There are seven runways. The two west parallels are 16/34 left and right; the three east parallels are 17/35 left, right, and center. The two outer runways are 13/31 left and right. The pound signs indicate the location of DFW's upcoming eighth runway, tentatively called 16/34 West.

So the totals for DFW are 7 runways, 5 terminals, 150-odd gates, and 61 million passengers a year (#5 in the world). When the airport opened in the 1970's, planners wanted to eventually expand it to 13 runways, 9 terminals, and 260 gates, but eventually realized that those were absolutely ludicrous figures for any forseeable future.

Dallas Fort Worth is not the most popular airport with air travelers. The semicircular terminals were designed to allow people to move quickly from their cars to their boarding gate, not to facilitate connections from one gate to another (which account for 65 percent of DFW's passengers).

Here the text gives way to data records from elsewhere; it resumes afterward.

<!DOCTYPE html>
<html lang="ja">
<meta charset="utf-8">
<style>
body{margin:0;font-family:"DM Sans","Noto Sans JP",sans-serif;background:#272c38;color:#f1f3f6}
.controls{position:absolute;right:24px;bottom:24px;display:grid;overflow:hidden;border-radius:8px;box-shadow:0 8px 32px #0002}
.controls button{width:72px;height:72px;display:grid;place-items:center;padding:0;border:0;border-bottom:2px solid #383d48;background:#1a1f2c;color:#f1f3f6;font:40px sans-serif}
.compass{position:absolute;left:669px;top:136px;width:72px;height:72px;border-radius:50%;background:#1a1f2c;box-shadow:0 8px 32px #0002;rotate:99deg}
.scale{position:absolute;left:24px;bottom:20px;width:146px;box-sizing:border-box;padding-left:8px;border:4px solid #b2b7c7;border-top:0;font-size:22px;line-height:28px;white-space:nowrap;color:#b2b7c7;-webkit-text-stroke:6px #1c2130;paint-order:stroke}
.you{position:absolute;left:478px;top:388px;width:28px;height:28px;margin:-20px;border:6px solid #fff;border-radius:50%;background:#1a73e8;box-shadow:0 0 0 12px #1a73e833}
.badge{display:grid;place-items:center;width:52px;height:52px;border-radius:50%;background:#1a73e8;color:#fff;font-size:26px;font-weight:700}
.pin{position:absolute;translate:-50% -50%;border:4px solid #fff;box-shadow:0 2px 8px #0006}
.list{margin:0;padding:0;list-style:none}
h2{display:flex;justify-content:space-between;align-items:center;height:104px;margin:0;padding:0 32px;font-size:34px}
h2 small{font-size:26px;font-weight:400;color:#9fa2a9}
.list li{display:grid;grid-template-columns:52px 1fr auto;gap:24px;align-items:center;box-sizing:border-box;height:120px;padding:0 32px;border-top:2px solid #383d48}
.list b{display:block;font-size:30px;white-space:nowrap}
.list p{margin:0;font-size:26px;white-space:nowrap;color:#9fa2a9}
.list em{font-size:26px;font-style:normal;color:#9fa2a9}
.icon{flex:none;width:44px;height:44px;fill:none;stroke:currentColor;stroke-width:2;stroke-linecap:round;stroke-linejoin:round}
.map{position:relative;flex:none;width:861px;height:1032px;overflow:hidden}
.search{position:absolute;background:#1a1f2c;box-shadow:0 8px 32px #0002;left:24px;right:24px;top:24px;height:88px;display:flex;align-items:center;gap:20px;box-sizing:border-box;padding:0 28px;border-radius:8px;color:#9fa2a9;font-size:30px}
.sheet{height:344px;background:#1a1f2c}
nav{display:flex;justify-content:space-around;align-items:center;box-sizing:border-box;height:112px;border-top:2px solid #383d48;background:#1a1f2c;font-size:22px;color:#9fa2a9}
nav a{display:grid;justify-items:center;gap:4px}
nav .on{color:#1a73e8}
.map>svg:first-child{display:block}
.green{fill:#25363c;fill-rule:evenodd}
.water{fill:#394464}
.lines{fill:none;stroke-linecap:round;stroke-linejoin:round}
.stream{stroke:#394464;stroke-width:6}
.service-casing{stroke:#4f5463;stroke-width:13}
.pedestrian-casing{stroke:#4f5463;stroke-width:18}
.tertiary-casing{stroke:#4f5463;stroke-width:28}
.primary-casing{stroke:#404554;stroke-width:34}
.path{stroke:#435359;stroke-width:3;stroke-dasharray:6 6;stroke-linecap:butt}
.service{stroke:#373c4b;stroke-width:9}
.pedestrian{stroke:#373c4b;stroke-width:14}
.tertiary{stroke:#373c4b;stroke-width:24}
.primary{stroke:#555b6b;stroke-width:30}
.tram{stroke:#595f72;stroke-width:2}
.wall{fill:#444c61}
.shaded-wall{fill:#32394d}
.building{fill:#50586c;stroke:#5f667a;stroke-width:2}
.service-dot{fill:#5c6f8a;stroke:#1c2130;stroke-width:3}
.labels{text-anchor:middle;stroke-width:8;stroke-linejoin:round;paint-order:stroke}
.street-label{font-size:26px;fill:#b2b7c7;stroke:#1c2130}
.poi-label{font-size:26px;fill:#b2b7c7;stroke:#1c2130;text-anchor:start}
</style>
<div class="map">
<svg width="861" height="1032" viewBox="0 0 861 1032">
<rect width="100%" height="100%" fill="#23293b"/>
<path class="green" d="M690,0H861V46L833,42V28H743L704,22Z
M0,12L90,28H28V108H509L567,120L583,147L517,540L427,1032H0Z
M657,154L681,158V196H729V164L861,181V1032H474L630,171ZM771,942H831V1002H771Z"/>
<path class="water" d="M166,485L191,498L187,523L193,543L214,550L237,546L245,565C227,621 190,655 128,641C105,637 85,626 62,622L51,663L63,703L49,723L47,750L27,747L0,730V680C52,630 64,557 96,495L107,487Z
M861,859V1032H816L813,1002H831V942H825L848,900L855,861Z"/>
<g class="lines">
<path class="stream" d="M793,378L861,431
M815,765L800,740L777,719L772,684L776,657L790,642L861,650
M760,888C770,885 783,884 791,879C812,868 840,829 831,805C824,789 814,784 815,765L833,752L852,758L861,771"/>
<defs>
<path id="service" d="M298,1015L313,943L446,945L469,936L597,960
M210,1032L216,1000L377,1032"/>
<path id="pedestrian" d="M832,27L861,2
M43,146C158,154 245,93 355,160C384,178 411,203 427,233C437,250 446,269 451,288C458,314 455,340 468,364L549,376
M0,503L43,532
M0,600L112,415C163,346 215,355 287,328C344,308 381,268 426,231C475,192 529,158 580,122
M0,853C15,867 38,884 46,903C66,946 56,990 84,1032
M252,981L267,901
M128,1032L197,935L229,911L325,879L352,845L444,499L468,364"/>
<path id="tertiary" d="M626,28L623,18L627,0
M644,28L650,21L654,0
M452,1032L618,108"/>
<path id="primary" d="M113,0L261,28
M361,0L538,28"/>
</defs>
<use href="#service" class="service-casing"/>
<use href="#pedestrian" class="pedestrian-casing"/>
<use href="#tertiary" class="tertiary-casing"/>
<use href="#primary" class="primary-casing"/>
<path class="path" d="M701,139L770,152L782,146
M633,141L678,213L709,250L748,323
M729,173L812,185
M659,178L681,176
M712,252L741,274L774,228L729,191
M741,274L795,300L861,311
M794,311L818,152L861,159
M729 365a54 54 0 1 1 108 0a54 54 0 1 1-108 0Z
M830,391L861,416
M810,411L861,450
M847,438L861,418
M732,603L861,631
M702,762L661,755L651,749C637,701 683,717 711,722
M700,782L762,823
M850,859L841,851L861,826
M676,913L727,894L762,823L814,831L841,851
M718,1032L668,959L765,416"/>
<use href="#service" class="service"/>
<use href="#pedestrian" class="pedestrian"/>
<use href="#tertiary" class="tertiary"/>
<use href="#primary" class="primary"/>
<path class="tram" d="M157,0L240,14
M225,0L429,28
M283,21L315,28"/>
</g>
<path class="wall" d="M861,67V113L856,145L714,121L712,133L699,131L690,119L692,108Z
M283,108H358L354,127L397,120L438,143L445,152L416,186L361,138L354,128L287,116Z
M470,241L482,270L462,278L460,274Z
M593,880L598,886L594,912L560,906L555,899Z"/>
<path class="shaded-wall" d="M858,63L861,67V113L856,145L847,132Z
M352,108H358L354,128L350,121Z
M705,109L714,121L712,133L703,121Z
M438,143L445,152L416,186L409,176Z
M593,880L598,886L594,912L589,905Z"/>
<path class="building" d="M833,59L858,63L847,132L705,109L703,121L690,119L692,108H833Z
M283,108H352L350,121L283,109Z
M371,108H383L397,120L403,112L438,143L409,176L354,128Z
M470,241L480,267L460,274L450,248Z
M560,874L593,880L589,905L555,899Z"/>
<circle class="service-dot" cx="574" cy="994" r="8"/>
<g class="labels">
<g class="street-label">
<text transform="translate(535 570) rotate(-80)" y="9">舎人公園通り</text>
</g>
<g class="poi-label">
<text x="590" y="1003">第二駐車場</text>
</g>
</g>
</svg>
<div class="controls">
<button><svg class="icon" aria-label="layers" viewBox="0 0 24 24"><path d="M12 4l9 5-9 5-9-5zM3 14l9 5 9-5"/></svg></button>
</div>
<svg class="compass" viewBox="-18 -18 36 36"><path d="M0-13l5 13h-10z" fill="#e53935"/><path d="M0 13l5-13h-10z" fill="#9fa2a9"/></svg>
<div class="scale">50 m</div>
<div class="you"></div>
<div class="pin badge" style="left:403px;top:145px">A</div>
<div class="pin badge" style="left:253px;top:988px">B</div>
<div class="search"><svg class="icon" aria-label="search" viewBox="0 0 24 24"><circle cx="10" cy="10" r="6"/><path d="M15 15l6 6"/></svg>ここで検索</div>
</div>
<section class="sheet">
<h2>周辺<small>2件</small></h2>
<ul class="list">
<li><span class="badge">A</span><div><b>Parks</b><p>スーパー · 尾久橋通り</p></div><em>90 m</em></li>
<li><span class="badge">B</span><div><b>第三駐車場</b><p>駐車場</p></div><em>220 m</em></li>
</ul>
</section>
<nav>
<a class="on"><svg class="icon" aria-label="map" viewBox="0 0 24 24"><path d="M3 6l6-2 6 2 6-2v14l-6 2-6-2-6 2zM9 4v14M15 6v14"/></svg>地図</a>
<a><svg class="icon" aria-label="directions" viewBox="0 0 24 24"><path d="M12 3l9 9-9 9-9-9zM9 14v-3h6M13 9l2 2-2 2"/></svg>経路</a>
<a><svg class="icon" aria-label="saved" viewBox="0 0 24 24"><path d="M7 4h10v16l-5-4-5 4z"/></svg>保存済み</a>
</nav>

American Airlines tried to remedy the problem in the mid-90's by building the TrAAm, an absolutely horrible people mover system that was soon replaced by an even worse system called the TrAAin. DFW opened a new people mover in 2005 to serve all six proposed terminals, which alleviated the problem somewhat, but is still rather sketchy (it was having hiccups the last time I passed through DFW).

For airlines, though, DFW is an excellent airport. It can accommodate an almost unlimited number of flights, thanks to the fact that none of its runways cross each other as they do at other airports. The main problem now is bottlenecks on the taxiways leading toward the terminal complex.